Importing Libraries

In [None]:
from transformers import T5Tokenizer, T5ForConditionalGeneration

import glob
import pprint

pp = pprint.PrettyPrinter()

Connecting Google Drive

In [None]:
#Mount Google Drive in Colab

from google.colab import drive
drive.mount('/content/drive')

Mounted at /content/drive


In [None]:
#Setting a Directory for Cache in Google Drive

import os

cache_dir = '/content/drive/MyDrive/transformers_cache'
os.makedirs(cache_dir, exist_ok=True)

Loading T5 Model and Tokenizer and chaching them in Google Drive

In [None]:
from transformers import T5Tokenizer, T5ForConditionalGeneration

tokenizer = T5Tokenizer.from_pretrained('t5-base', cache_dir=cache_dir)
model = T5ForConditionalGeneration.from_pretrained('t5-base', cache_dir=cache_dir)
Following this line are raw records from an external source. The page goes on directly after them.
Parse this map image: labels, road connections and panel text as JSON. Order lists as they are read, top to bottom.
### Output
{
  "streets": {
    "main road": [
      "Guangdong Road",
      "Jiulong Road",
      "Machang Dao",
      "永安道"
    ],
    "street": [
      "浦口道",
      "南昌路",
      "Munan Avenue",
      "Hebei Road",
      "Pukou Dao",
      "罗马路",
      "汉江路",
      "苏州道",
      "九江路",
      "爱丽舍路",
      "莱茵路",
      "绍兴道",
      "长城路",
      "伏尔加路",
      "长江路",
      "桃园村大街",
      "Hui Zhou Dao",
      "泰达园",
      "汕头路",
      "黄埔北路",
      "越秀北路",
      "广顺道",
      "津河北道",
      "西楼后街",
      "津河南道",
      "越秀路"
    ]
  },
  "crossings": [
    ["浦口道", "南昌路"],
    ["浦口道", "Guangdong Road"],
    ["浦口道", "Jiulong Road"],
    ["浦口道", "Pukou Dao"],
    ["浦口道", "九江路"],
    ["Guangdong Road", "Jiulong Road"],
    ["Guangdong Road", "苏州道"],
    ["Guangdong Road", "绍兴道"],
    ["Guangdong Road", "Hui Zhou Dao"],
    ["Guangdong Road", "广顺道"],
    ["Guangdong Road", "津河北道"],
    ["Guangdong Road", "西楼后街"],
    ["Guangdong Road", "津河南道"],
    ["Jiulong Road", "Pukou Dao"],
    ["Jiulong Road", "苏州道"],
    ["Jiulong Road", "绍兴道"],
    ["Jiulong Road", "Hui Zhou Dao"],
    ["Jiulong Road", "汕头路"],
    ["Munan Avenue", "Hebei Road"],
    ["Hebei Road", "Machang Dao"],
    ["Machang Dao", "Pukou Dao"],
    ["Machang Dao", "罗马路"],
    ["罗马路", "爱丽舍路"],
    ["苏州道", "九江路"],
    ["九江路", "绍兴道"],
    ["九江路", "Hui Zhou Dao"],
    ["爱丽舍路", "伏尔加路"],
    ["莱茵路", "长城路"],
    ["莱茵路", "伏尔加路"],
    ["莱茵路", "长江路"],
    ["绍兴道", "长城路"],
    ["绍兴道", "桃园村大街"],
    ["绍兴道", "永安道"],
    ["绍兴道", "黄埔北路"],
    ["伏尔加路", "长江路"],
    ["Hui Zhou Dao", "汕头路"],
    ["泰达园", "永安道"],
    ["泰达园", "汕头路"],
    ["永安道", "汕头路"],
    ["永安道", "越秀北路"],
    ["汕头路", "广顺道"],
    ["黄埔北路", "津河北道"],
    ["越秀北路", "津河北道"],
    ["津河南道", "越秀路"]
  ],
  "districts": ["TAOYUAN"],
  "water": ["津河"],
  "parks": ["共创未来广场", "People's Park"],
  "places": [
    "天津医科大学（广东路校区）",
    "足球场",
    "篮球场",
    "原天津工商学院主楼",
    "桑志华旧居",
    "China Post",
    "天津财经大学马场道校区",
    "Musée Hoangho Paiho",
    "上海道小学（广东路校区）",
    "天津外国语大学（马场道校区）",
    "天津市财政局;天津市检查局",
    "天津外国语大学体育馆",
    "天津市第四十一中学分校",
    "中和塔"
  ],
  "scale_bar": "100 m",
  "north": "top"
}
Defining a summarize_text function

In [None]:
def summarize_text(text, model, tokenizer, min_length=50, max_length=150, num_beams=5):
    # Preprocess the text
    inputs = tokenizer.encode(
        "summarize: " + text,
        return_tensors='pt',
        max_length=512,  # Keep this high to handle long inputs
        truncation=True
    )

    # Generate the summary
    summary_ids = model.generate(
        inputs,
        min_length=min_length,            # Minimum length to avoid too short a summary
        max_length=max_length,            # Adjust this to control summary length
        num_beams=num_beams,
        length_penalty=2.0,               # Higher values encourage longer summaries
        no_repeat_ngram_size=3,           # Prevent repetitive phrases
        early_stopping=True               # Stops generating when the model thinks it's done
    )

    # Decode the summary
    summary = tokenizer.decode(summary_ids[0], skip_special_tokens=True)

    # Calculate the word count of the summary
    word_count = len(summary.split())

    return summary, word_count

Calling the function and generating a summary

In [None]:
text = """
The global smartphone market experienced a significant shift in 2023,
with total shipments reaching 1.21 billion units, a decline of 7.1% compared to the previous year.
This was primarily due to supply chain disruptions, inflationary pressures, and geopolitical tensions.
In contrast, Apple's market share grew from 23.4% in 2022 to 26.5% in 2023, driven by strong demand for the iPhone 14 series,
particularly in North America and Europe. Meanwhile, Samsung's market share slightly decreased from 19.1% to 18.7%,
despite launching the Galaxy S23 and Galaxy Z Fold 5. Xiaomi retained its third position globally,
with an 11.8% market share, but also saw a 10% drop in shipments, largely due to a sluggish market in India.
Additionally, 5G-enabled devices accounted for 70% of total smartphone shipments, up from 57% in 2022,
reflecting increased consumer demand for faster mobile internet speeds. Analysts predict a rebound in 2024,
with smartphone shipments expected to grow by 4.3%, as supply chain constraints ease and
new innovations such as foldable screens and AI-powered features become more mainstream.
"""

# Call the function and generate the summary
summary = summarize_text(text, model, tokenizer)

# Print the summary
print("Summary:")
print(summary)

Summary:
('the global smartphone market experienced a significant shift in 2023. total shipments reached 1.21 billion units, a decline of 7.1% compared to the previous year. analysts predict a rebound in 2024, with smartphone shipments expected to grow by 4.3%.', 39)